---------- PROVIDED ENTRIES

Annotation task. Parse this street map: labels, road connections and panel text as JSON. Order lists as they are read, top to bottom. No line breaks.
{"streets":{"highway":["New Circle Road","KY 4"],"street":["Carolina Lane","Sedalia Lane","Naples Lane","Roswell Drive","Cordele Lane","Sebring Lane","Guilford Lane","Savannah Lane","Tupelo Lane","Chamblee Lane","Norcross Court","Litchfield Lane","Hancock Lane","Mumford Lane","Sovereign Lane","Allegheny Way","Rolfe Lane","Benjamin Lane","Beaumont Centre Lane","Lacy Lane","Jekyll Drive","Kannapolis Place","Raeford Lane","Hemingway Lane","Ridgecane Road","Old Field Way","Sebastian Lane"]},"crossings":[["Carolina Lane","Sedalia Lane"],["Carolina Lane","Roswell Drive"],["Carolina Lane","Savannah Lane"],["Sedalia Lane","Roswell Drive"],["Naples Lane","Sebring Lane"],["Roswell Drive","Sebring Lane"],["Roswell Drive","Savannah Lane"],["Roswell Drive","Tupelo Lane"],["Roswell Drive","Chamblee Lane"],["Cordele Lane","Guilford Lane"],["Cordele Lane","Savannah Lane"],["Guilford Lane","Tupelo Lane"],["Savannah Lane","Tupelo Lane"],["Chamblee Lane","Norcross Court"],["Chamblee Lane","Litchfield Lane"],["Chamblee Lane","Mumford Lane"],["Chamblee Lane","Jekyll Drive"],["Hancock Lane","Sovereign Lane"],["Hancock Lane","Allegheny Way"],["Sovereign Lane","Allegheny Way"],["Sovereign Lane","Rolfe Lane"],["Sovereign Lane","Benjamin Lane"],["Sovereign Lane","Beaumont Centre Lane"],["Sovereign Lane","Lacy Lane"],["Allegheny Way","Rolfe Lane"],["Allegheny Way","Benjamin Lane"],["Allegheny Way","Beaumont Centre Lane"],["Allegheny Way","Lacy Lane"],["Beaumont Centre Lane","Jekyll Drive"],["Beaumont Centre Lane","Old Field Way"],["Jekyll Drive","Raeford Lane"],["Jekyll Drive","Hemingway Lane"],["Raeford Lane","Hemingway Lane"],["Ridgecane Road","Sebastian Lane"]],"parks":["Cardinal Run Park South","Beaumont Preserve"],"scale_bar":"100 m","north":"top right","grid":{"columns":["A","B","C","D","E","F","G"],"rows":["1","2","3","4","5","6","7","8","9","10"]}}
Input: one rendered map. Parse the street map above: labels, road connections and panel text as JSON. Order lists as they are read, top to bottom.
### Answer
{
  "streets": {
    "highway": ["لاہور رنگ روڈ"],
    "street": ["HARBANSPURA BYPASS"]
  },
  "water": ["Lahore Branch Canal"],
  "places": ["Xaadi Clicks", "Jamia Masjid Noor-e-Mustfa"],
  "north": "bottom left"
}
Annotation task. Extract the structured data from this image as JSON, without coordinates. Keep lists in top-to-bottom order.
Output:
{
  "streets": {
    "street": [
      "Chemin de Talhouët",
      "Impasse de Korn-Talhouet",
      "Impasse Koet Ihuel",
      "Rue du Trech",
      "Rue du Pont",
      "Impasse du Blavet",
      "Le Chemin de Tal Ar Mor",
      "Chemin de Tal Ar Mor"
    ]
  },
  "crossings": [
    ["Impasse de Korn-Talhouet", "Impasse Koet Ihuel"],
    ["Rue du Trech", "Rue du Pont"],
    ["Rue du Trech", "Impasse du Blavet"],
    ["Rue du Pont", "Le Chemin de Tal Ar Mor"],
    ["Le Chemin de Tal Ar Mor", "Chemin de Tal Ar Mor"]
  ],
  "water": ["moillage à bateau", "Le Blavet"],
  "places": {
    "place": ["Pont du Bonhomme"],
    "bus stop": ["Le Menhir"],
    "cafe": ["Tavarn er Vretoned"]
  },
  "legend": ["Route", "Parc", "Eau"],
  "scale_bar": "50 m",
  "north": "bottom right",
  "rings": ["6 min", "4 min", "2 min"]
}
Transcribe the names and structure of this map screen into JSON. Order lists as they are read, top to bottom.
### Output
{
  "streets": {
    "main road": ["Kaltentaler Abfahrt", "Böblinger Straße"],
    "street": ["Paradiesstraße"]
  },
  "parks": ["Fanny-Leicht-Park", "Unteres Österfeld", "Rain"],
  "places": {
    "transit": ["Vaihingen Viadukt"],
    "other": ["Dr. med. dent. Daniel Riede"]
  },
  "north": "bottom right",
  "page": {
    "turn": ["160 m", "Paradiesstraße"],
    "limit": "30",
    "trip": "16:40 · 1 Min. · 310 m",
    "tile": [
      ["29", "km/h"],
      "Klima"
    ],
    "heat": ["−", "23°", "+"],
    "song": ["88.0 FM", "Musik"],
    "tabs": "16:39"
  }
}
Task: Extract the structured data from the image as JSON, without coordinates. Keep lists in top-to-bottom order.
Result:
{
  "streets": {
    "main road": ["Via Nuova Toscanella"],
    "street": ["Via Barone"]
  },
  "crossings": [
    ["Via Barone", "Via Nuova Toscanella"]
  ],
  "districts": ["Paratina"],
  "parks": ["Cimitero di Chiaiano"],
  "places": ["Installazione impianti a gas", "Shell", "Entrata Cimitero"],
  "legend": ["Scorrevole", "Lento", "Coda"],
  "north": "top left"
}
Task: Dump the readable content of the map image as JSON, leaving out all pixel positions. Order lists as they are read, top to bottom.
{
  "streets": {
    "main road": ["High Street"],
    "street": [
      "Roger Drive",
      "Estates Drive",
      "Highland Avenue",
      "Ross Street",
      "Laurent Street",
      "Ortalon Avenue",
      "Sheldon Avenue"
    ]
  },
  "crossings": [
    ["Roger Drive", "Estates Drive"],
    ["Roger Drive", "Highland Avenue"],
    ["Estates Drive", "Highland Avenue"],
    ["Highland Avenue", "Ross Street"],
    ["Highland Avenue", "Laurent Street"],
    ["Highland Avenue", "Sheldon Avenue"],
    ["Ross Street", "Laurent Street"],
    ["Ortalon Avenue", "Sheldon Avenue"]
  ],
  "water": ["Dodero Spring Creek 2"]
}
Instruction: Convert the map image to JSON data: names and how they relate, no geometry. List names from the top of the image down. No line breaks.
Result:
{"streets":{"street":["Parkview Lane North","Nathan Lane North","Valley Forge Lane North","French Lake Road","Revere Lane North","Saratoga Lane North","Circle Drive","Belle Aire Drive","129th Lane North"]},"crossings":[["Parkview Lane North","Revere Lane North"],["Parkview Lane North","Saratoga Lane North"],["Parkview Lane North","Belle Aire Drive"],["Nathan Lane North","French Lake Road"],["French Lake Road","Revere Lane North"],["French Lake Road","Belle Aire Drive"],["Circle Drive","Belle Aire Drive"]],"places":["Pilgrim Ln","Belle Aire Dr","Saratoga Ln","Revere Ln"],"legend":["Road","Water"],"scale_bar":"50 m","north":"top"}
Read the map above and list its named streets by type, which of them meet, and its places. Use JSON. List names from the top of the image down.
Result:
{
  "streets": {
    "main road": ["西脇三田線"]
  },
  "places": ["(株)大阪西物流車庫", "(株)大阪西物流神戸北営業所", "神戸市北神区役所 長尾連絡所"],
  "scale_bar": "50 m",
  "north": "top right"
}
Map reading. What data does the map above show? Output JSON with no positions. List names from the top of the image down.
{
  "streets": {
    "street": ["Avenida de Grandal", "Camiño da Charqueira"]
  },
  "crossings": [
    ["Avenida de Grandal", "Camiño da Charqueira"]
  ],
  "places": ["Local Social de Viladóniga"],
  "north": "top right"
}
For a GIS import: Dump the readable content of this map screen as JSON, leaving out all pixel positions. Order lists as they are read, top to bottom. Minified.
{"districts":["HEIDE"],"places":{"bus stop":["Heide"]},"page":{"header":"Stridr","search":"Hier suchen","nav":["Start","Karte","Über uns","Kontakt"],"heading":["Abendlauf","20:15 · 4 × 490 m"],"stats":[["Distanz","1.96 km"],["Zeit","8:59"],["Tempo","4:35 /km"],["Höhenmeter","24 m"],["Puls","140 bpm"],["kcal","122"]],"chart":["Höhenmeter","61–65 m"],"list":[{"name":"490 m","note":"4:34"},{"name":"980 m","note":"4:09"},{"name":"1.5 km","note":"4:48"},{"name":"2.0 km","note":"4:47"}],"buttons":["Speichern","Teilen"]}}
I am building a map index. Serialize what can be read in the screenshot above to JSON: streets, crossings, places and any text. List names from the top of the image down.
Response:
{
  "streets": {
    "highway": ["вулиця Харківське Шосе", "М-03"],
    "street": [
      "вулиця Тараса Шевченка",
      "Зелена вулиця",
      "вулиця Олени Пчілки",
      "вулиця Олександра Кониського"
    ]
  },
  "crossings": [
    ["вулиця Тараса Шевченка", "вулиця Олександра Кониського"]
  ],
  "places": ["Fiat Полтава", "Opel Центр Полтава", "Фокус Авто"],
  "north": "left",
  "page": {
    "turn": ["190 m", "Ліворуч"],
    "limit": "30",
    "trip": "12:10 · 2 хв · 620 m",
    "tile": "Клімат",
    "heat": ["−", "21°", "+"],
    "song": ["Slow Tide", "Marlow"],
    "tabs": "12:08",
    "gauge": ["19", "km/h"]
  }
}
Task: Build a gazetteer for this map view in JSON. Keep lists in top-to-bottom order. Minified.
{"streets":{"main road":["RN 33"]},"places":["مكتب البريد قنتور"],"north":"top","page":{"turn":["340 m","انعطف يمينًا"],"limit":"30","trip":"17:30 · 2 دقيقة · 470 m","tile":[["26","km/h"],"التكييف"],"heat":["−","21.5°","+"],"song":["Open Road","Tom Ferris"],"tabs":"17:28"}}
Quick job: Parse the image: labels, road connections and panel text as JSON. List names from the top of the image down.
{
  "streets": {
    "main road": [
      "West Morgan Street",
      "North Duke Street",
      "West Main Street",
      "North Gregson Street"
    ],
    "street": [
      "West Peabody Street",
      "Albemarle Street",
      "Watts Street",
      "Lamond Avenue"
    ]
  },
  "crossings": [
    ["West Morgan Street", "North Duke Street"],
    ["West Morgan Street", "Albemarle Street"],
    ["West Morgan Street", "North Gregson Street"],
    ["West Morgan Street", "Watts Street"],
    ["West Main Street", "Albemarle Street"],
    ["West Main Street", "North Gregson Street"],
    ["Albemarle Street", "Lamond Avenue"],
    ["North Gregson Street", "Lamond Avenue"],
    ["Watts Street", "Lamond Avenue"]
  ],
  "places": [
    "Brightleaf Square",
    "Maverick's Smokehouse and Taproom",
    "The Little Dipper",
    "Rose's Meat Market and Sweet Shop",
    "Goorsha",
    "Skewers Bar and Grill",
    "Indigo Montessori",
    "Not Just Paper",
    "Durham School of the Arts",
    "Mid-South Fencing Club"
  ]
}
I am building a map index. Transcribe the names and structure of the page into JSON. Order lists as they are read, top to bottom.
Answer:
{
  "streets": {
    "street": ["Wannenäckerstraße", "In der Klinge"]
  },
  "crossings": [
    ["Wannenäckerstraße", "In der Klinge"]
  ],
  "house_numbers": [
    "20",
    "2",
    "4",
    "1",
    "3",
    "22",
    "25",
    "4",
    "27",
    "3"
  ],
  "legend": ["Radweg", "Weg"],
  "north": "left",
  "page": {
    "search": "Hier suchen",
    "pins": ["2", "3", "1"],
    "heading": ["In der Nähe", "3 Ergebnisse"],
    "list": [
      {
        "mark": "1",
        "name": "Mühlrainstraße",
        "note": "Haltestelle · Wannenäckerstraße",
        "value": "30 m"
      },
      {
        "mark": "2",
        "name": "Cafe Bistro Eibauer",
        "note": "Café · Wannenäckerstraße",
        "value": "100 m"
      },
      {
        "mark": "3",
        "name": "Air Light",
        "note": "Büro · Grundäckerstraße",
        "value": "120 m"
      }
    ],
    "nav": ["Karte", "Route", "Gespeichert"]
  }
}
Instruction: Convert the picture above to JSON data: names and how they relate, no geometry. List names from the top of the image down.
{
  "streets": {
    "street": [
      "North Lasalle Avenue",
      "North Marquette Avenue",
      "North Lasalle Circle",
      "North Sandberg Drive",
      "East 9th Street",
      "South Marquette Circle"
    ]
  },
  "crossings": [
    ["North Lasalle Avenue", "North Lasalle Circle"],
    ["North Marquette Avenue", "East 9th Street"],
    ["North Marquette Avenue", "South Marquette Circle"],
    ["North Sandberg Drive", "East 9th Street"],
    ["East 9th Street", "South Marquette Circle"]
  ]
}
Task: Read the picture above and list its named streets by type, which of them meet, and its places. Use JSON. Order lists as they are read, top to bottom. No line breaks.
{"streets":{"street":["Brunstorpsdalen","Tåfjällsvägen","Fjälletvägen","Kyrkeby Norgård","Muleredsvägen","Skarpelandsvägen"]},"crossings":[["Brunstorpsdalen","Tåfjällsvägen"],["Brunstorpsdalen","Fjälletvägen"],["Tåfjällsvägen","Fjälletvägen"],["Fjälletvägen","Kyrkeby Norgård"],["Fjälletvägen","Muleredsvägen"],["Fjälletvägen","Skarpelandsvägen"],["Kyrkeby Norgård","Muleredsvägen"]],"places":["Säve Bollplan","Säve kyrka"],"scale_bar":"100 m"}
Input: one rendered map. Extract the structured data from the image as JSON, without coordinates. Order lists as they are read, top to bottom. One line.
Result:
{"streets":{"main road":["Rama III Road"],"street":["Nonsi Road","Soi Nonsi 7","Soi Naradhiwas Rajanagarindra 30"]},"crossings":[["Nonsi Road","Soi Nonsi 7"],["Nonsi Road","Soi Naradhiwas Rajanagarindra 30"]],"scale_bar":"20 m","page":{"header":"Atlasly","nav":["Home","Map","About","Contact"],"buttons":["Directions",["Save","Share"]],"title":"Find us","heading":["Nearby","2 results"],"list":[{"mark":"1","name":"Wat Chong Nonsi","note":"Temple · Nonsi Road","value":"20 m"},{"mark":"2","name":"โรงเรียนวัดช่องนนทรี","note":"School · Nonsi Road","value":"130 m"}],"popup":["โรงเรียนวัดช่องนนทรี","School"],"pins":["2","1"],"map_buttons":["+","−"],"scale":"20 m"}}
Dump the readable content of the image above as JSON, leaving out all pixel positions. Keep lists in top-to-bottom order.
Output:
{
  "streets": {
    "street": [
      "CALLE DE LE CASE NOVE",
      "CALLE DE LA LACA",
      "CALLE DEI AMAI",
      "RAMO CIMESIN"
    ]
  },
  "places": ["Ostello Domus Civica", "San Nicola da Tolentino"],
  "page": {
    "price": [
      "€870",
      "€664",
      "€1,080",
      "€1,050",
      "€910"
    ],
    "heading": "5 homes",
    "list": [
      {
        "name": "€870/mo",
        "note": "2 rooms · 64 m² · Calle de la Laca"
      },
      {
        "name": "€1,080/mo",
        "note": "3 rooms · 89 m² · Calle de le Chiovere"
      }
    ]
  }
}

--------------------

[WORK INSTRUCTION] Scan the listing above for the word "into" and copy every line that holds it.

[ANSWER]
Transcribe the names and structure of this map screen into JSON. Order lists as they are read, top to bottom.
I am building a map index. Transcribe the names and structure of the page into JSON. Order lists as they are read, top to bottom.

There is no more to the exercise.